De Corazón a corazón: Is 30,19-21.23-26 ("El Señor venda la herida de su pueblo"); Mt 9,35-10,1.6-8 ("Jesús recorría todas las ciudades enseñando… sanando… Sintió compasión… La mies es mucha")

Contemplación, vivencia, misión: Jesús se acerca, convive, comparte, acompaña, se compadece y salva. Quien se siente "tocado" por él, se contagia de su mismo amor y compasión. El horizonte se abre más allá de las fronteras de la fe: son muchos los que no le conocen ni le aman. La vida es más hermosa si se abre a su llamada y se consagra a hacer que todos le conozcan y le amen. Belén "es una llamada a encontrarlo y servirlo con misericordia en los hermanos y hermanas más necesitados" (Papa Francisco, El hermoso signo del pesebre, n.2). “Cuanto más ahondemos en nuestra relación personal con el Señor Jesús, tanto más nos daremos cuenta de que Él nos llama a la santidad mediante opciones definitivas” (Benedicto XVI, Verbum Domini, n. 77).

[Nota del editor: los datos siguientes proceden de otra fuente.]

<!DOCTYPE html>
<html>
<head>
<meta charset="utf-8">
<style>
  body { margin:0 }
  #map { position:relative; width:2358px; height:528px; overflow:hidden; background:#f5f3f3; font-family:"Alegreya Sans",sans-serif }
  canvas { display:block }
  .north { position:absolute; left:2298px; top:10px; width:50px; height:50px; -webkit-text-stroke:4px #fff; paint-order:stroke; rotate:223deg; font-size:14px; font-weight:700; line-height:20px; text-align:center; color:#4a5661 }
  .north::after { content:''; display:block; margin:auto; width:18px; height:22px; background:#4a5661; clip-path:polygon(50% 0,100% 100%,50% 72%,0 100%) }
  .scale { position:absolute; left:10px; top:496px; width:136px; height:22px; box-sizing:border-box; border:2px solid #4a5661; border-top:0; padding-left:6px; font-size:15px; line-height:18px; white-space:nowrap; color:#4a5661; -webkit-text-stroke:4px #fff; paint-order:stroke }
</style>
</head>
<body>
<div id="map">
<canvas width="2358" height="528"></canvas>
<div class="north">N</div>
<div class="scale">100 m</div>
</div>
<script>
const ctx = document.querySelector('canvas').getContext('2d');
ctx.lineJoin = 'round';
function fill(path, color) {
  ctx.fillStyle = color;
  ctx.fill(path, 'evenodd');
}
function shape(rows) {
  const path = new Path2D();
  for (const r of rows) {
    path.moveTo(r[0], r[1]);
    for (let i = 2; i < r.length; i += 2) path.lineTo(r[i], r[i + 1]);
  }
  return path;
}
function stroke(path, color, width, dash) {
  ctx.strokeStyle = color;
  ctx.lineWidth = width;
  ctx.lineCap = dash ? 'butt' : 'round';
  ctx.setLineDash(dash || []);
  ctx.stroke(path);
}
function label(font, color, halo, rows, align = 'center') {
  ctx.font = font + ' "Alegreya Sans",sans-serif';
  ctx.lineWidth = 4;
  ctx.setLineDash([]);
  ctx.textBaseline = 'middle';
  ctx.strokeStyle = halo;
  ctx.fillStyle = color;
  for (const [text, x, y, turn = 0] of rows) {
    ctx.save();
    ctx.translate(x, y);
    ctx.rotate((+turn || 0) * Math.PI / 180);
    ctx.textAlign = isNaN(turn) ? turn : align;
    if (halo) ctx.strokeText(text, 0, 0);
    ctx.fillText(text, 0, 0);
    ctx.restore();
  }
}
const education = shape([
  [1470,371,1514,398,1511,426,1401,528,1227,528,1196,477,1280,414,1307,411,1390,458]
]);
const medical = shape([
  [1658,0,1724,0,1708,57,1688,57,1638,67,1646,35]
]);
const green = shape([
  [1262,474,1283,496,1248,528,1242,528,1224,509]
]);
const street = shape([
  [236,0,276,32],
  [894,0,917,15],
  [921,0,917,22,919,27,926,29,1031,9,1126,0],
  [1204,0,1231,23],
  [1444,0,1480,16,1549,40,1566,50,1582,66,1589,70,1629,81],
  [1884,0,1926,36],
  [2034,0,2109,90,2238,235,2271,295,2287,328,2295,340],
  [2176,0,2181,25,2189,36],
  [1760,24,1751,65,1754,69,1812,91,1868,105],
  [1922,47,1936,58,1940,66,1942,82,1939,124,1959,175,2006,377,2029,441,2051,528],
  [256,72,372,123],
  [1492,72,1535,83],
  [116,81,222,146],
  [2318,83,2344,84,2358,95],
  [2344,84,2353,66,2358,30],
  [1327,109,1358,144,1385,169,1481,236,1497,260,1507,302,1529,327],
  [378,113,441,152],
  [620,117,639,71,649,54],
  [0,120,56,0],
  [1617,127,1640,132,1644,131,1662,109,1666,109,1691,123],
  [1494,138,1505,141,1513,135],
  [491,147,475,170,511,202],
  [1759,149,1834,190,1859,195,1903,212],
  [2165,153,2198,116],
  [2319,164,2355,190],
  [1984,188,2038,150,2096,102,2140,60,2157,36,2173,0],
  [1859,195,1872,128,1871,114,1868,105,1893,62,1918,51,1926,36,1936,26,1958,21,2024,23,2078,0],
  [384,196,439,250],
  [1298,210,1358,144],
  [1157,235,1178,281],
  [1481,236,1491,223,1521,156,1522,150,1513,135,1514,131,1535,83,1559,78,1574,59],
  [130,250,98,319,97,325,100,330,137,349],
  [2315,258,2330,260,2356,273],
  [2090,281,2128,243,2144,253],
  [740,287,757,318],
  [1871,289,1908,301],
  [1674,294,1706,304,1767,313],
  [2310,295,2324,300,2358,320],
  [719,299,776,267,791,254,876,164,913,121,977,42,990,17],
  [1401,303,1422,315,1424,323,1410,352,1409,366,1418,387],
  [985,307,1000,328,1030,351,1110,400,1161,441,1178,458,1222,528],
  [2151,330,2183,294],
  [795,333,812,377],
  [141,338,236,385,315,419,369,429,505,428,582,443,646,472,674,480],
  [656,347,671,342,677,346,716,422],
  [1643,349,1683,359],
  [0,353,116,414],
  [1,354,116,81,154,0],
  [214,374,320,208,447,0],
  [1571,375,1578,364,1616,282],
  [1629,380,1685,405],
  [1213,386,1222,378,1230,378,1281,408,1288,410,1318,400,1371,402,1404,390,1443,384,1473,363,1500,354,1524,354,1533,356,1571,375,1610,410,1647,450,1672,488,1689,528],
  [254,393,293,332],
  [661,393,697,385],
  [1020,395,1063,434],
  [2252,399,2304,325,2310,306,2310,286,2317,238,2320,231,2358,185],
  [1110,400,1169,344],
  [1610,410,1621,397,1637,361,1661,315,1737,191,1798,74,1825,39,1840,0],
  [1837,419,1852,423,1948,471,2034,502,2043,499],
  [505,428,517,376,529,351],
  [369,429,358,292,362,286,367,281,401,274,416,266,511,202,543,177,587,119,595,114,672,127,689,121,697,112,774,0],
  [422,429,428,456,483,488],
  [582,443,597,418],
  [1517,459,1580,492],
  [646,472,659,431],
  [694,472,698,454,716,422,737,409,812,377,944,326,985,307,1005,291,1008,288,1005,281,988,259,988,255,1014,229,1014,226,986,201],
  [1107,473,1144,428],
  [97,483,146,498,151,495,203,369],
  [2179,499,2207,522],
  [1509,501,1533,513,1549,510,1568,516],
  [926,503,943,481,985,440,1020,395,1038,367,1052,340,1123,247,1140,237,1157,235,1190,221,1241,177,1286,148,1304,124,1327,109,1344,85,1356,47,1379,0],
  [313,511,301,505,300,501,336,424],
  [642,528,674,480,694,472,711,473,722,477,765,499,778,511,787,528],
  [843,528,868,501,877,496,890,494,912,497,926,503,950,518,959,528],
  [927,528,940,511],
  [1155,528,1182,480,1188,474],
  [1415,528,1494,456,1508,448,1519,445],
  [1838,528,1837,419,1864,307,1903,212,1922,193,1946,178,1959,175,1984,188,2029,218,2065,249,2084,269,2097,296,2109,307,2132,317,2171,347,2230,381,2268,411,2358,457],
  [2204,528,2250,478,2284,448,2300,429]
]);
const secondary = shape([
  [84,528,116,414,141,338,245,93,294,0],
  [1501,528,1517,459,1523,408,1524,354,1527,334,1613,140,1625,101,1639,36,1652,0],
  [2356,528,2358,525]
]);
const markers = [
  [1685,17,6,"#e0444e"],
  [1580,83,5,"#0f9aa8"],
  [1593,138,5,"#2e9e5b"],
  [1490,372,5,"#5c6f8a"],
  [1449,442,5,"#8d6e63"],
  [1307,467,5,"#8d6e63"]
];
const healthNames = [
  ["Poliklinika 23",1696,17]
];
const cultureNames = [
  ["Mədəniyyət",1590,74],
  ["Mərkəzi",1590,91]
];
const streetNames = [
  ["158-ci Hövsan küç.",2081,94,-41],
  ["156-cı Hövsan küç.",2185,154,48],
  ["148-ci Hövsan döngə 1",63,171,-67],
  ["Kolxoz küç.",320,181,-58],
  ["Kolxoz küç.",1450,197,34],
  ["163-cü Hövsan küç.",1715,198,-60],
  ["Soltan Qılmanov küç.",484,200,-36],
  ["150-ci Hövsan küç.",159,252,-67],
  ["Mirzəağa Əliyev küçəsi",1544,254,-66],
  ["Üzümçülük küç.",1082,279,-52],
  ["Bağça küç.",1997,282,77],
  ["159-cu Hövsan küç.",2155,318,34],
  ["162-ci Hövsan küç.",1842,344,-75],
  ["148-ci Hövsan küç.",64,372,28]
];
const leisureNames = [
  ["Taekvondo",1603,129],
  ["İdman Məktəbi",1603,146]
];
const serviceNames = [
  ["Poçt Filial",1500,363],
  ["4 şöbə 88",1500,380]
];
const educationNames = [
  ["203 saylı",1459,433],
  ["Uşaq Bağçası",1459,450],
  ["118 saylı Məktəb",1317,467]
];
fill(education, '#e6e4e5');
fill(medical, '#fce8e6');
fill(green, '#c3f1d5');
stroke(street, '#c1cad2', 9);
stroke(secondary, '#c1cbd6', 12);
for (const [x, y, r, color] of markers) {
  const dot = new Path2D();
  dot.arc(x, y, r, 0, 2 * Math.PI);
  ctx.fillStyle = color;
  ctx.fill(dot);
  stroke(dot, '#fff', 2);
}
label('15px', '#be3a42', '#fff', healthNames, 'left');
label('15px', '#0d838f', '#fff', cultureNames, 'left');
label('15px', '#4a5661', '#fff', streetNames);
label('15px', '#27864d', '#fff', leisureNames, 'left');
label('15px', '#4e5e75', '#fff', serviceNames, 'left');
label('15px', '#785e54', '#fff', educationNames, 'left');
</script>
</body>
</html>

*Vivir y anunciar el gozo de Cristo que nace de María: Ella llevó a Jesús en su seno durante nueve meses de gestación virginal. La “compasión” de Jesús comenzó ya en el seno de María, junto al corazón de su madre y en sintonía con él. “Que el alma de María esté en cada uno para alabar al Señor; que su espíritu esté en cada uno para que se alegre en Dios” (San Ambrosio, Exposición sobre San Lucas, II, 26).